Typical, old school right-wing "homosexual agenda" paranoia. I've always wondered what a vast pro-homosexual conspiracy could stand to gain by "indoctrinating" children, but that's probably because I don't see homosexual activity as anything different from heterosexual activity.
Far less typical and more inflammatory are Card's broader opinions on homosexuals in general...
"Laws against homosexual behavior should remain on the books, not to be indiscriminately enforced against anyone who happens to be caught violating them, but to be used when necessary to send a clear message that those who flagrantly violate society's regulation of sexual behavior cannot be permitted to remain as acceptable, equal citizens within that society."
Today, RIch Johnston of Bleeding Cool directly addressed the subject of boycotts against the upcoming comic:
"There are a number of comic book creators who believe something very different to what I do. Some of those beliefs offend me. Sometimes they even inform their art, something that Card is unlikely to be accused of in Superman.
Some try to draw a line between an opionated [sic] person and an activist. I disagree, any famous person who expresses an opinion, especially in this day and age, de facto becomes an activist for that opinion.
It’s a very dangerous game, it has led in the past to witchtrials, McCarthyite or otherwise, and it’s no better than the actions of, say, One Million Moms. And next time? It could be you…"
I've seen other fans chime in with the sentiment that a creators' politics should be ignored in favor of good stories, and that makes some sense to me, but I think what Rich Johnston and those fans get wrong is thinking of this as a manner of politics. It really isn't. This is the matter of people who believe in their heart of hearts that human beings should be denied rights, if not outright punished by law, for romantic attraction.

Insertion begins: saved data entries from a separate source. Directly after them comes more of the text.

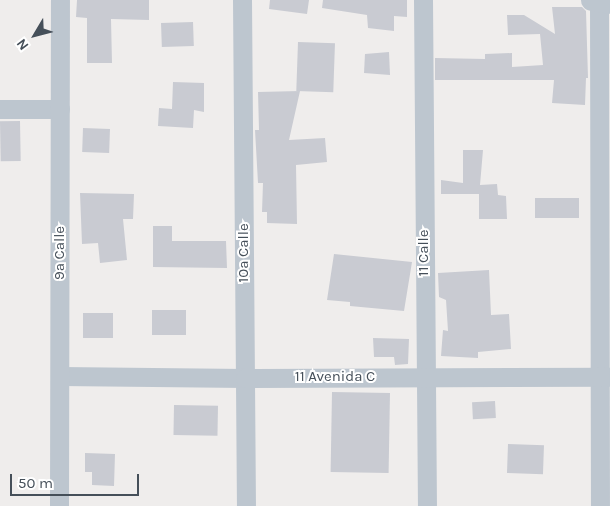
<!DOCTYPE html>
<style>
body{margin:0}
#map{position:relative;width:610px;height:506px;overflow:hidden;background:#efedec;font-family:Karla,sans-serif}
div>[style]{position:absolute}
.building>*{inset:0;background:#c9cbd2;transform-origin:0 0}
.minor>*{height:19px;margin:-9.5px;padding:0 9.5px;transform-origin:9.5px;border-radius:9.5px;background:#bdc6cf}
.tertiary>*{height:22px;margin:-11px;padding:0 11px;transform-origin:11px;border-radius:11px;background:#bdc6cf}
span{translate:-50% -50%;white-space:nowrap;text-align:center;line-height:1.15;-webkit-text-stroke:4px #fff;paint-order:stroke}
.street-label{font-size:15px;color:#454f59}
.north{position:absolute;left:10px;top:10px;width:50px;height:50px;-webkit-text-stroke:4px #fff;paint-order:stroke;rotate:233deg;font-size:14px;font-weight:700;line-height:20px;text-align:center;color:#454f59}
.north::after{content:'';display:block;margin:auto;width:18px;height:22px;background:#454f59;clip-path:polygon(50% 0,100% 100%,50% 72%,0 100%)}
.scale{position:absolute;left:10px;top:474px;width:129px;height:22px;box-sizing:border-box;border:2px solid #454f59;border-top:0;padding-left:6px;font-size:15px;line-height:18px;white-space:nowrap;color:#454f59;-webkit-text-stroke:4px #fff;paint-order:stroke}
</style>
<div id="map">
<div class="building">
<i style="clip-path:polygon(77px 0,149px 0,149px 20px,111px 19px,112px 63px,87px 63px,87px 18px,76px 17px)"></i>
<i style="clip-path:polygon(270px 0,309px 0,307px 14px,269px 9px)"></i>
<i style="clip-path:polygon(323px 0,407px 0,407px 17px,394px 16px,394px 31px,368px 28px,367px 15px,322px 8px)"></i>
<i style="clip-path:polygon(552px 7px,582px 7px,586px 11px,588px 78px,586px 78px,585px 105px,552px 103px,554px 80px,435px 80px,435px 58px,485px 59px,485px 54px,512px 53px,512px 67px,543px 65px,540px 34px,508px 35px,507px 15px,524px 15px,555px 34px)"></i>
<i style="left:193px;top:22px;width:24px;height:32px;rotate:88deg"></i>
<i style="left:298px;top:42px;width:37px;height:49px;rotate:2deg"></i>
<i style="clip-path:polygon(389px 52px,390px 75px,364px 73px,365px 54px)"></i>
<i style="clip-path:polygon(173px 82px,204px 83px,204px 112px,194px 110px,193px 128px,158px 126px,159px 108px,172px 109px)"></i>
<i style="clip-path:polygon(300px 91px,289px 140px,325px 138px,327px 162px,296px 165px,297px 224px,267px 223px,267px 212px,262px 212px,263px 183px,258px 183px,255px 130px,259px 130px,258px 92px)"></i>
<i style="left:20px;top:121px;width:40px;height:20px;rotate:89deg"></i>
<i style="left:83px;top:128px;width:27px;height:24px;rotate:2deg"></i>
<i style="clip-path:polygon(463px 150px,483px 150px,480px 185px,497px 184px,498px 195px,506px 196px,507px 219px,479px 219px,479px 194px,441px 194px,441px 180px,463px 183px)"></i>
<i style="clip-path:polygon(80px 193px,134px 194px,133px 219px,123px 219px,127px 260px,100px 263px,98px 243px,82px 244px)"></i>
<i style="left:579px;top:198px;width:20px;height:44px;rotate:90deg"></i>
<i style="clip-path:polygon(153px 226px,172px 226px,172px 241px,226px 241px,227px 268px,153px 267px)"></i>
<i style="clip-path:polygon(334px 254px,412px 262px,404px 311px,350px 306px,350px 302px,327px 300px)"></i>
<i style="clip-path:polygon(489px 270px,491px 315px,509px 314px,511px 349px,478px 352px,478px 358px,441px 356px,443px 330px,448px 331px,446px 300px,439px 297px,438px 273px)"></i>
<i style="left:152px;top:310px;width:34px;height:25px"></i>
<i style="left:83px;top:313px;width:30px;height:25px"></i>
<i style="clip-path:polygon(373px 338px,409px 339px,408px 364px,395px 365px,394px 357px,374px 357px)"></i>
<i style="left:332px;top:392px;width:58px;height:80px;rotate:1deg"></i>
<i style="left:495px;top:401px;width:17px;height:23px;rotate:87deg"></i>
<i style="left:174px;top:405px;width:44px;height:30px;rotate:1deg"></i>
<i style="left:508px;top:444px;width:36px;height:29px;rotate:2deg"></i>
<i style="clip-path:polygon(85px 453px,115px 454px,114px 486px,92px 485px,92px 472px,85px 472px)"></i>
</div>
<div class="minor">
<i style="left:242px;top:0;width:506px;rotate:89.55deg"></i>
<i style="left:423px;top:0;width:506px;rotate:89.55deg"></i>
<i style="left:599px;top:0;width:506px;rotate:89.89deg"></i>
<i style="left:0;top:109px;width:60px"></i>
<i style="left:60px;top:376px;width:185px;rotate:0.6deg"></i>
<i style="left:245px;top:378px;width:365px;rotate:-0.2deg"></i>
<i style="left:59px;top:506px;width:506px;rotate:-89.89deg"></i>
</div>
<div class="tertiary">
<i style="left:592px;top:0;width:18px;rotate:9deg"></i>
</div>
<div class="street-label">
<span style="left:60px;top:253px;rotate:-90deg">9a Calle</span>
<span style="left:244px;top:253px;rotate:-90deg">10a Calle</span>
<span style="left:424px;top:253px;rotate:-90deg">11 Calle</span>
<span style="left:335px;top:377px">11 Avenida C</span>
</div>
<div class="north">N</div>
<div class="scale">50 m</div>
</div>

To me, there's a massive difference between Frank Miller's opinions on Occupy Wall Street (to use one example) and how we interact with the other human beings on our planet. I support Card's right as an artist to create and have the work be judged on its own merit. But, at the same time, I admonish DC for inviting Card to create that work for them. Card can, and has, created his own material for most of his career. He's not artistically censored by being denied two issues of a work-for-hire Superman comic, and DC could say, "we don't want to put money in the pocket of someone who thinks gay people should be jailed if they're too gay." At a moment when DC should be making smarter editorial decisions in general, they've invited controversy instead. And not the good kind. (In full disclosure, Marvel has also worked with Card in the past, but Card's reputation as an outspoken anti-gay advocate grows every year - you're going to be hearing a even more about him when the Ender's Game film hits later this year).
Johnston's last paragraph gets me hot under the collar because it's so live-and-let-live that it forgives people of wrongdoing with an argument that next time "it could be you." That's unacceptable. I may be saying what I think is "right," just as Card thinks what he's saying is right, but we don't advance as a society unless we challenge each others' viewpoints. We are where we are because of this concept. The argument grows and grows and the voices get louder and louder until the "wrong" voices are robbed of their power and things like women's suffrage or the civil rights movement happen. Those loud voices can send a very real financial message to an artist who uses his money to support groups that work to deny basic human rights to law-abiding Americans. In truth, DC Comics should've been the first loud voice in this situation. We wouldn't be having the conversation otherwise.